§ Data excerpts
┄┄┄┄┄┄

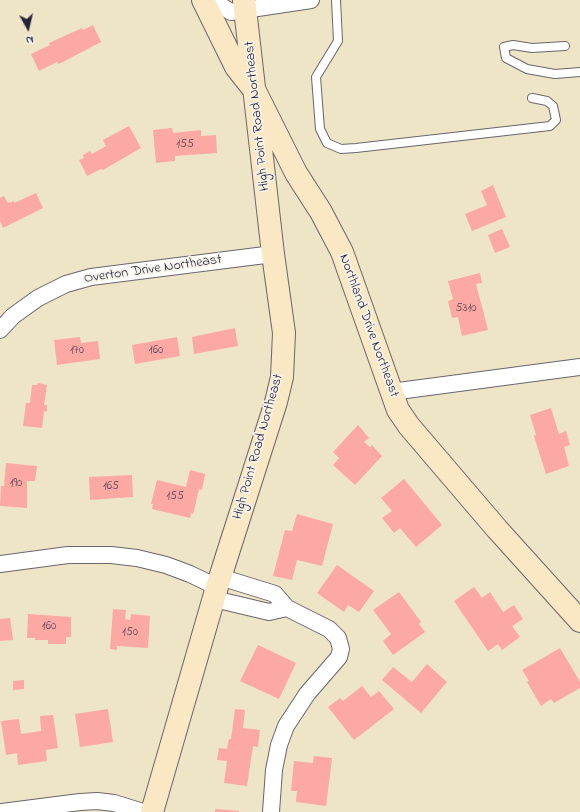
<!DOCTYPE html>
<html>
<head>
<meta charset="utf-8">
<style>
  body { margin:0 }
  #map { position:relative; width:580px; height:812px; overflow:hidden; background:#eee4c6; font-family:"Indie Flower",sans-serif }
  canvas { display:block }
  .north { position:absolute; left:8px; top:8px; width:40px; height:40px; -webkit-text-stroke:3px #f7f3e8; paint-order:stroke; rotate:172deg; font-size:11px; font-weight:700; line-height:16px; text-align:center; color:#22223b }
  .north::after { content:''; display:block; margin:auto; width:14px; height:18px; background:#22223b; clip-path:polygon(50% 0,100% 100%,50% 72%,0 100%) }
</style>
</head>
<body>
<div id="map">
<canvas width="580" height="812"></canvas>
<div class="north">N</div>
</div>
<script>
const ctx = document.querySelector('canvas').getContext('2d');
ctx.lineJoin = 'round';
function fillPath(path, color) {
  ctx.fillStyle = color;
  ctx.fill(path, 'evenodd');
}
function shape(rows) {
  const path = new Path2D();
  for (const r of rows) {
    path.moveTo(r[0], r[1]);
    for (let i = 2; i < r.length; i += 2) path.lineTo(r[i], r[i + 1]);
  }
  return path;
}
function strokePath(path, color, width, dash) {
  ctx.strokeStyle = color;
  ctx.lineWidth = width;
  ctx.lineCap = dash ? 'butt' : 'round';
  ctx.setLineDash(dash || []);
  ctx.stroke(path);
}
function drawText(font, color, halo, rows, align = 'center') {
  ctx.font = font + ' "Indie Flower",sans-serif';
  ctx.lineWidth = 3.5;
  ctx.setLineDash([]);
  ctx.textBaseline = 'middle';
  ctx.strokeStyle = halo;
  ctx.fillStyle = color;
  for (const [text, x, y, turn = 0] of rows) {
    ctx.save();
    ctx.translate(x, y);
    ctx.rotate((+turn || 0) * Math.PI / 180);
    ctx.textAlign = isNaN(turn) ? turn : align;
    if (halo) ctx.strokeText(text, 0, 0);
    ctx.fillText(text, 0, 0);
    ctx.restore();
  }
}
const building = shape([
  [93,25,101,42,59,64,57,62,39,71,31,54,50,45,49,43,82,28,83,30],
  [129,126,141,148,103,170,101,169,87,176,79,160,84,158,83,155,90,151,92,154,106,146,103,140],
  [172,128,173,133,201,130,201,136,216,135,217,153,175,156,175,161,156,163,153,130],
  [493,185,506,217,472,231,465,214,487,205,481,191],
  [36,193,43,208,3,228,0,221,0,198,4,196,8,203,14,201,14,203],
  [502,229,510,247,495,253,488,235],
  [480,273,482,283,476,284,488,330,462,336,458,317,452,318,448,301,453,299,448,281],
  [235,328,238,346,194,354,192,337],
  [80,337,81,343,98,341,100,359,57,365,54,340],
  [177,337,180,356,135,364,132,345],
  [38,383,47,385,44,405,47,405,47,412,44,411,42,428,23,426,26,403,30,403,32,385,37,385],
  [551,408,559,434,566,431,570,445,564,447,569,466,546,474,534,436,536,435,530,415],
  [358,425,369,438,364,442,370,447,372,445,382,456,355,485,333,465,339,458,333,452],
  [6,463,37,466,35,481,27,481,27,508,0,506,1,486,4,486],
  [190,470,205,474,202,490,199,489,193,514,191,513,190,518,152,509,153,504,151,504,157,480,186,487],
  [132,475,133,497,90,500,89,477],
  [404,479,442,525,416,547,400,528,394,533,382,518,392,511,381,498],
  [297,514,333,524,322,566,297,560,292,580,273,576,285,530,292,531],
  [337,565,374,591,359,612,348,605,344,612,317,593],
  [474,587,482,598,490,592,503,612,514,605,523,619,512,626,520,637,502,650,498,644,488,651,454,601],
  [399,592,421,622,419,624,425,632,393,655,383,641,391,634,373,610],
  [113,609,126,610,125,619,130,620,131,614,150,616,148,648,117,646,117,650,110,649],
  [28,614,71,617,71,637,66,637,66,644,48,644,48,640,35,640,35,638,27,638],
  [10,618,13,640,0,641,0,619],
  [258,645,296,663,279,699,240,681],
  [560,648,580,682,580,688,554,703,551,699,541,706,527,682,529,681,522,670],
  [427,664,447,682,421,713,382,680,393,667,412,682],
  [24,680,24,689,13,690,13,681],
  [362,686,371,697,379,691,394,709,354,740,328,707,340,698,343,701],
  [108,709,113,742,80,747,75,714],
  [235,709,245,710,243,728,260,730,258,747,253,746,247,786,224,783,227,761,217,760,219,748,227,749,229,739,231,739],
  [53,715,58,748,46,750,47,761,18,765,17,753,6,755,1,721,19,719,21,734,41,731,40,716],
  [314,756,332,758,326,806,296,802,297,791,291,791,294,761,313,763],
  [215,809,239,811,239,812,215,812]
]);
const lane = shape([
  [336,0,338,41,316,77,320,129,327,143,341,149,356,148,550,126,556,120,553,106,547,101,532,98],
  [565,46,532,48,513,45,504,47,506,58,527,69,555,74,580,72]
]);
const street = shape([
  [212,0,231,12,311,0],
  [0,330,13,316,38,298,66,284,91,277,273,254],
  [391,392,580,367],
  [0,564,68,555,111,555,137,558,166,565,190,574,217,587],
  [220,577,275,594,287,608,329,629,338,638,341,649,339,657,307,694,286,726,279,745,274,770,271,812],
  [214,599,269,612,287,608],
  [2,812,80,802,97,801,114,803,143,812]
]);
const secondary = shape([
  [203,0,236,67,255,91,296,173,321,212,342,252,398,410,409,426,497,529,580,621],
  [152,812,217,587,276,402,282,377,284,333,273,254,244,0]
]);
const numberNames = [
  ["155",185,145],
  ["5310",466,309],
  ["170",77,351],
  ["160",156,351],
  ["190",16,484],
  ["165",111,487],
  ["155",175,497],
  ["160",49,627],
  ["150",130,633]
];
const streetNames = [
  ["High Point Road Northeast",258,116,-96],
  ["Overton Drive Northeast",153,270,-8],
  ["Northland Drive Northeast",368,326,70],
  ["High Point Road Northeast",259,447,-74]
];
fillPath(building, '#fca9a4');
strokePath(lane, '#69666c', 10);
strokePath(street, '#69666c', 18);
strokePath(secondary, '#69666c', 24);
strokePath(lane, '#fff', 8);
strokePath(street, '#fff', 16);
strokePath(secondary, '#fae7c3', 22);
drawText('12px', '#584455', null, numberNames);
drawText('14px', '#22223b', '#f7f3e8', streetNames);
</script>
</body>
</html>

┄┄┄┄┄┄

Look above for the line with "ctx.font = font"; retype exactly that line, every line after it up to the line with "ctx.save();", and that line too, nothing else.

§ Result
  ctx.font = font + ' "Indie Flower",sans-serif';
  ctx.lineWidth = 3.5;
  ctx.setLineDash([]);
  ctx.textBaseline = 'middle';
  ctx.strokeStyle = halo;
  ctx.fillStyle = color;
  for (const [text, x, y, turn = 0] of rows) {
    ctx.save();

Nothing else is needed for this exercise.